Stored data:
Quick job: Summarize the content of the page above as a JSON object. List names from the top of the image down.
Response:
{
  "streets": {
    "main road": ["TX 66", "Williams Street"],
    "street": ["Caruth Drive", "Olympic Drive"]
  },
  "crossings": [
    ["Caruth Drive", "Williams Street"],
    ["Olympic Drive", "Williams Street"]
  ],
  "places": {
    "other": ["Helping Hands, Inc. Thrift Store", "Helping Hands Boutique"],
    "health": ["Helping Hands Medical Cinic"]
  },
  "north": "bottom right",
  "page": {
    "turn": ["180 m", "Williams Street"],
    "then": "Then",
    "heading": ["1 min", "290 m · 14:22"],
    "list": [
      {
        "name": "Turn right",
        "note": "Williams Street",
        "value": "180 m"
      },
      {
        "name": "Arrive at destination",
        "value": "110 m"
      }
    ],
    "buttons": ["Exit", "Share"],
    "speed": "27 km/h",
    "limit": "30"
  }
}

> **WORK REQUIRED**:
Write out each entry once more, exactly as it was given.

> **TASK RESULT**:
Quick job: Summarize the content of the page above as a JSON object. List names from the top of the image down.
Response:
{
  "streets": {
    "main road": ["TX 66", "Williams Street"],
    "street": ["Caruth Drive", "Olympic Drive"]
  },
  "crossings": [
    ["Caruth Drive", "Williams Street"],
    ["Olympic Drive", "Williams Street"]
  ],
  "places": {
    "other": ["Helping Hands, Inc. Thrift Store", "Helping Hands Boutique"],
    "health": ["Helping Hands Medical Cinic"]
  },
  "north": "bottom right",
  "page": {
    "turn": ["180 m", "Williams Street"],
    "then": "Then",
    "heading": ["1 min", "290 m · 14:22"],
    "list": [
      {
        "name": "Turn right",
        "note": "Williams Street",
        "value": "180 m"
      },
      {
        "name": "Arrive at destination",
        "value": "110 m"
      }
    ],
    "buttons": ["Exit", "Share"],
    "speed": "27 km/h",
    "limit": "30"
  }
}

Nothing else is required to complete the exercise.